I am a youth minister, ordained by the Riverside Church in upper New York. But to declare myself a minister and begin to preach from the pulpit, from the Bible, to a congregation and to build a church, so to speak - I don't have a desire for that.
There has always been a conscious effort to destroy any upliftment of the black race, whether that be physically, mentally, psychologically, morally, culturally, or economically.
People say I contradict myself because I come gangsta and teach at the same time. I don't want to be too much on either side, but I do want to speak to all audiences.
How can you call yourself a cosmopolitan modern person if you don't know what hip-hop is?
Many of us were raised without a father, and the subject of deadbeat dads hits home in a lot of areas.
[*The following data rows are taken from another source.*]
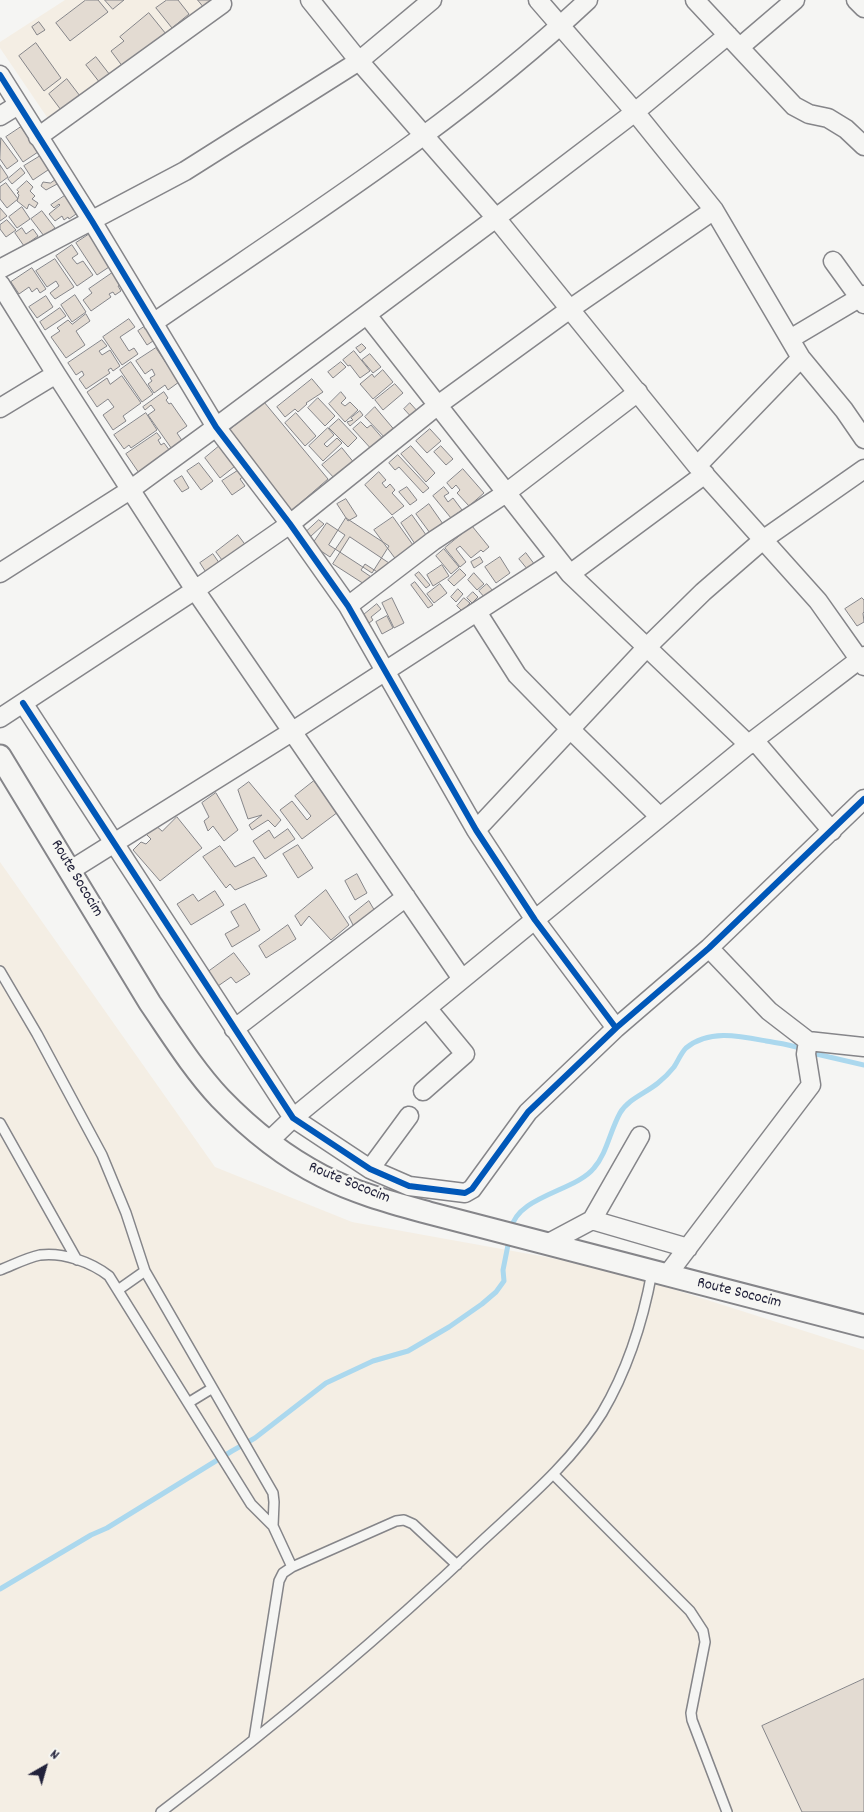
<!DOCTYPE html>
<html>
<head>
<meta charset="utf-8">
<style>
	body { margin:0 }
	#map { position:relative; width:864px; height:1812px; overflow:hidden; background:#f5f5f3; font-family:Dekko,sans-serif }
	canvas { display:block }
	.north { position:absolute; left:20px; top:1742px; width:50px; height:50px; -webkit-text-stroke:4px #f6f6f2; paint-order:stroke; rotate:38deg; font-size:14px; font-weight:700; line-height:20px; text-align:center; color:#22223b }
	.north::after { content:''; display:block; margin:auto; width:18px; height:22px; background:#22223b; clip-path:polygon(50% 0,100% 100%,50% 72%,0 100%) }
</style>
</head>
<body>
<div id="map">
<canvas width="864" height="1812"></canvas>
<div class="north">N</div>
</div>
<script>
const c = document.querySelector('canvas').getContext('2d');
c.lineJoin = 'round';
function paint(path, color) {
  c.fillStyle = color;
  c.fill(path, 'evenodd');
}
function strokePath(path, color, width, dash) {
  c.strokeStyle = color;
  c.lineWidth = width;
  c.lineCap = dash ? 'butt' : 'round';
  c.setLineDash(dash || []);
  c.stroke(path);
}
function label(font, color, halo, rows, align = 'center') {
  c.font = font + ' Dekko,sans-serif';
  c.lineWidth = 4.5;
  c.setLineDash([]);
  c.textBaseline = 'middle';
  c.strokeStyle = halo;
  c.fillStyle = color;
  for (const [text, x, y, turn = 0] of rows) {
    c.save();
    c.translate(x, y);
    c.rotate((+turn || 0) * Math.PI / 180);
    c.textAlign = isNaN(turn) ? turn : align;
    if (halo) c.strokeText(text, 0, 0);
    c.fillText(text, 0, 0);
    c.restore();
  }
}
paint(new Path2D(`
	M65 0H217L51 123 0 48V42Z
	M0 862 215 1167 352 1222 607 1268 864 1350V1812H0Z`), '#f4eee4');
strokePath(new Path2D(`
	M812 1053 864 1065
	M511 1229C517 1196 576 1191 594 1168 607 1153 610 1131 620 1113 628 1099 646 1093 658 1083 663 1079 670 1072 674 1067 678 1061 681 1053 686 1048 709 1029 740 1036 766 1041 777 1043 789 1044 799 1048
	M0 1589 91 1535 107 1528 232 1451 255 1438 326 1383 373 1361 408 1351 449 1327 482 1304 496 1292 504 1281 503 1270 509 1240`), '#abd8ee', 5);
const building = new Path2D(`
	M86 0H98L108 12 70 41 56 23Z
	M105 0H124L113 9Z
	M167 0H178L189 14 172 28 156 8Z
	M198 0H211L203 6Z
	M149 13 166 34 123 67 111 51 124 41 120 37Z
	M39 22 45 30 37 35 32 27Z
	M36 43 61 78 44 91 19 56Z
	M96 57 110 75 100 83 86 65Z
	M67 79 80 96 61 110 49 94Z
	M21 127 38 152 23 162 6 137Z
	M1 138 18 161 7 169 0 159Z
	M42 155 51 168 33 180 24 166Z
	M0 165 8 177 0 183Z
	M21 168 25 173 12 184 8 179Z
	M57 179 59 183 46 190 41 186 43 182 50 183Z
	M27 181 33 187 30 191 35 196 32 199 38 203 35 208 29 204 27 209 17 201 19 195 17 193 19 192 17 190Z
	M6 183 18 199 7 208 0 199V187Z
	M66 195 79 212 69 219 68 217 64 220 62 216 55 221 49 214 60 205 59 204 54 208 51 205Z
	M22 207 30 219 17 228 9 217Z
	M0 208 7 216 0 221Z
	M42 211 55 228 44 236 31 219Z
	M7 220 16 230 6 237 0 229V225Z
	M22 228 26 234 33 229 38 236 24 246 15 233Z
	M91 233 112 265 97 275 76 243Z
	M72 245 78 254 72 258 77 264 83 261 93 275 77 286 56 256Z
	M55 259 74 287 55 299 50 293 59 286 56 281 47 287 36 271Z
	M32 268 46 289 40 293 37 288 32 292 29 287 19 294 11 282Z
	M118 269 126 281 118 286 121 291 115 295 113 292 109 294 111 297 91 311 83 300 92 293 89 289Z
	M75 295 86 312 72 322 61 305Z
	M46 296 53 307 37 318 29 307Z
	M60 308 66 316 45 330 40 322Z
	M86 314 90 321 76 331 85 345 66 358 51 337 60 331 57 328 68 320 72 324Z
	M129 319 135 327 120 337 129 351 134 348 138 354 122 365 103 337Z
	M150 323 159 337 147 345 138 331Z
	M102 340 107 346 99 351 102 355 110 350 120 366 113 371 111 368 108 370 110 373 86 389 79 379 84 375 82 371 76 375 68 363Z
	M362 344 366 348 360 353 356 348Z
	M156 348 179 382 168 390 165 385 154 393 148 384 152 381 150 378 155 375 152 369 145 374 136 361Z
	M354 351 370 371 360 378 350 365 348 366 343 360Z
	M370 354 381 367 373 373 362 360Z
	M131 362 153 394 142 402 120 370Z
	M341 362 346 367 333 378 328 372Z
	M383 370 393 382 373 399 360 384 372 374 374 377Z
	M122 376 141 403 123 416 126 421 113 430 103 415 114 407 108 399 97 407 87 392 107 378 110 384Z
	M312 379 323 392 306 403 307 404 298 412 295 409 285 417 277 407Z
	M395 384 403 393 383 410 375 400Z
	M164 392 168 398 166 400 169 404 171 403 187 426 177 433 185 445 174 452 148 415 155 410 151 405 145 410 143 407Z
	M341 392 346 398 341 403 345 406 350 402 358 410 345 422 329 404Z
	M318 398 335 416 325 426 308 408Z
	M264 402 328 479 291 511 226 433Z
	M410 403 420 414 414 420 404 409Z
	M375 407 397 433 388 441 365 417Z
	M360 411 363 415 350 426 347 422 353 420 351 418Z
	M146 413 157 430 131 448 129 445 124 449 114 435Z
	M296 413 316 436 305 446 285 423Z
	M339 419 357 438 348 447 329 428Z
	M361 422 367 428 371 425 385 441 374 452 353 429Z
	M328 428 334 435 324 444 327 447 337 438 342 443 323 461 309 446Z
	M430 429 441 441 427 453 416 441Z
	M157 433 161 438 158 440 161 445 164 443 170 451 139 473 126 454Z
	M223 443 239 463 220 478 205 458Z
	M411 446 435 473 426 482 401 454Z
	M441 446 453 459 446 465 434 452Z
	M342 448 355 464 336 480 322 465Z
	M398 455 429 488 423 493 399 467 395 470 389 463Z
	M199 463 213 481 201 490 187 471Z
	M242 468 247 474 240 479 245 486 232 495 222 481Z
	M463 469 484 493 469 506 457 493 460 490 456 485 452 489 447 483Z
	M379 472 386 480 382 483 386 488 390 484 395 490 392 493 404 506 392 515 365 485Z
	M182 476 189 488 182 492 174 481Z
	M407 487 417 500 410 505 399 492Z
	M444 487 449 493 444 496 448 502 453 498 462 510 451 518 433 496Z
	M346 499 357 516 348 521 337 504Z
	M429 504 443 524 430 533 416 514Z
	M412 515 431 542 419 550 401 523Z
	M393 517 418 552 400 565 374 530Z
	M346 518 389 546 372 573 329 545Z
	M319 520 324 524 310 537 306 532Z
	M327 523 345 535 330 557 312 545Z
	M472 526 489 547 483 552 481 550 471 558 460 546 456 549 466 562 460 567 445 548Z
	M238 535 247 547 225 564 216 552Z
	M350 537 392 565 385 577 365 564 361 570 380 583 375 591 333 564Z
	M444 549 459 567 451 574 436 556Z
	M526 553 535 565 528 570 519 559Z
	M213 554 222 567 209 577 200 563Z
	M480 557 483 562 474 568 471 562Z
	M500 557 510 573 496 583 485 567Z
	M442 565 449 576 433 586 427 575Z
	M460 569 466 575 454 586 448 580Z
	M419 572 430 585 426 588 415 575Z
	M474 573 484 584 477 590 468 580Z
	M415 582 433 605 428 608 411 585Z
	M440 584 447 593 434 603 427 594Z
	M487 584 493 591 485 598 479 591Z
	M458 589 463 594 456 602 451 597Z
	M473 592 478 597 472 603 467 598Z
	M392 598 404 623 394 628 382 603Z
	M464 598 470 603 462 611 457 606Z
	M862 598 864 600V612L863 613 864 622 857 626 845 609Z
	M377 604 381 609 371 617 373 620 361 629 355 622Z
	M387 616 393 628 382 634 376 622Z
	M314 781 338 812 302 839 280 810 292 801 307 820 311 816 295 796Z
	M249 782 281 820 275 827 268 820 252 830 249 825 262 815 248 819 238 790Z
	M216 793 238 830 224 841 213 826 208 831 204 821 209 817 202 803Z
	M177 817 202 848 160 881 133 850 141 842 146 844 151 839 144 832 155 825 162 831Z
	M288 829 295 839 265 859 253 841 269 830 274 838Z
	M298 845 313 868 298 878 283 854Z
	M220 846 235 867 254 857 267 876 235 890 230 884 226 888 203 857Z
	M357 874 367 893 355 900 345 881Z
	M326 890 349 925 331 940 309 916 301 926 295 916Z
	M215 891 224 905 191 925 177 904 193 894 198 901Z
	M369 901 376 913 355 929 349 917Z
	M245 904 260 930 232 947 225 934 239 926 231 912Z
	M288 925 296 939 266 958 259 946Z
	M234 953 250 974 236 983 231 977 218 986 208 972Z
	M864 1679V1812H802L762 1726Z`);
paint(building, '#e3dbd2');
strokePath(building, '#858589', 1);
const service = new Path2D(`
	M0 971 37 1034 102 1155 126 1213 145 1271 273 1493 274 1502 273 1526
	M0 1123 77 1260
	M0 1270C13 1265 26 1258 40 1255 63 1252 91 1262 109 1276L251 1504 273 1526 292 1567
	M118 1290 145 1271
	M188 1403 211 1389
	M553 1474 690 1611 703 1631 705 1642 691 1713 692 1720 727 1812
	M254 1739 279 1581 283 1573 292 1567 396 1521 404 1520 413 1524 457 1565
	M161 1812C272 1728 380 1638 481 1542 524 1502 571 1463 602 1413 628 1369 643 1321 652 1272`);
const minor = new Path2D(`
	M310 0 359 61 496 218 697 466 818 601 864 666
	M538 0 635 112 714 210 801 358 844 410 864 439
	M695 0 794 106 809 114 828 118 846 129 864 146
	M856 0 864 8
	M740 47 795 0
	M0 75 92 221 216 427 290 524 348 606 476 830 535 920 616 1028
	M0 116 18 105
	M38 137 222 4
	M833 261 864 304
	M0 269 185 171 359 61 432 0
	M0 284 56 374 195 590 462 979
	M367 315 570 574 749 745
	M153 323C301 221 456 124 588 0
	M790 339 864 295
	M0 408 56 374
	M697 466 801 358
	M0 573 130 490 216 427 496 218 635 112 728 35
	M570 574 705 474
	M348 606 433 541 506 493 638 392
	M477 612 517 675 570 729 660 817
	M23 703 293 1118 370 1169 409 1186 465 1193 472 1189 528 1112 616 1028 709 948 864 799
	M0 718 195 590 290 524 438 405 570 309 714 210
	M754 740 832 831
	M476 830 647 647 703 592 764 539 864 469
	M71 870 293 731 558 559
	M709 948 769 1011 808 1041 864 1047
	M234 1029 406 897
	M423 1091 465 1054 427 1008
	M269 1141 293 1118 754 740 864 656
	M370 1169 409 1116
	M592 1220 688 1248
	M547 1244 592 1220 640 1136
	M667 1275 811 1085 806 1054 808 1041`);
const tertiary = new Path2D(`
	M0 756 150 1003C172 1035 193 1069 220 1098 249 1128 285 1157 322 1176 355 1193 393 1203 429 1213L864 1326`);
strokePath(service, '#858589', 12);
strokePath(minor, '#858589', 21);
strokePath(tertiary, '#858589', 25);
strokePath(service, '#f5f5f3', 9);
strokePath(minor, '#f5f5f3', 18);
strokePath(tertiary, '#f5f5f3', 21);
strokePath(new Path2D(`
	M0 75 92 221 216 427 290 524 348 606 476 830 535 920 616 1028
	M23 703 293 1118 370 1169 409 1186 465 1193 472 1189 528 1112 616 1028 709 948 864 799`), '#0057b8', 6);
label('16px', '#22223b', '#f6f6f2', [
	["Route Sococim",76,879,59],
	["Route Sococim",349,1184,22],
	["Route Sococim",739,1294,14]
]);
</script>
</body>
</html>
Most of all, doing a song about being a father to your daughter flies straight in the face of the argument that says hip-hop is misogynistic.
The single most important lesson I learned is that black people are the cause of black people's demise.
For KRS-One, I have a specific sound - sparse drums and bass. I try to steer away from elaborate productions.
When I was about 15 years old, I began to embark on an MC career but also to study philosophy with an emphasis on theology.
I honestly now know that I'm the physical embodiment of hip-hop on earth. That's my only purpose here on earth is to keep the culture together long enough for it to remain everything that we thought it could be when I was coming up.
I do have a desire to bring a spiritual tone to the hip-hop community, which may force me to open a facility that teaches spiritual principles through the language of hip-hop culture.